**About this exercise**: Type out the full set of entries again, unchanged.
Records supplied Block Start
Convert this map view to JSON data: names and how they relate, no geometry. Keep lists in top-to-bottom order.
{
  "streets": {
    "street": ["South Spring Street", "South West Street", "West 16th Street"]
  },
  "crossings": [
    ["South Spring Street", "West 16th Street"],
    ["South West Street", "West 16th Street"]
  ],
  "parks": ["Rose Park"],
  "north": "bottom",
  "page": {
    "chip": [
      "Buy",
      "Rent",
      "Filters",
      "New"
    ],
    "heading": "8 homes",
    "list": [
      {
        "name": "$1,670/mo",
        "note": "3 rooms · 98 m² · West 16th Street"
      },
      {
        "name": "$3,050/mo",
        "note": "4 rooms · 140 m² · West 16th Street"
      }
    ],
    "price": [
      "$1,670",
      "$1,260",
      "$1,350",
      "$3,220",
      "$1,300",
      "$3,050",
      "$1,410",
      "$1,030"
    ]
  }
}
Records supplied Block End
**Task response**:
Convert this map view to JSON data: names and how they relate, no geometry. Keep lists in top-to-bottom order.
{
  "streets": {
    "street": ["South Spring Street", "South West Street", "West 16th Street"]
  },
  "crossings": [
    ["South Spring Street", "West 16th Street"],
    ["South West Street", "West 16th Street"]
  ],
  "parks": ["Rose Park"],
  "north": "bottom",
  "page": {
    "chip": [
      "Buy",
      "Rent",
      "Filters",
      "New"
    ],
    "heading": "8 homes",
    "list": [
      {
        "name": "$1,670/mo",
        "note": "3 rooms · 98 m² · West 16th Street"
      },
      {
        "name": "$3,050/mo",
        "note": "4 rooms · 140 m² · West 16th Street"
      }
    ],
    "price": [
      "$1,670",
      "$1,260",
      "$1,350",
      "$3,220",
      "$1,300",
      "$3,050",
      "$1,410",
      "$1,030"
    ]
  }
}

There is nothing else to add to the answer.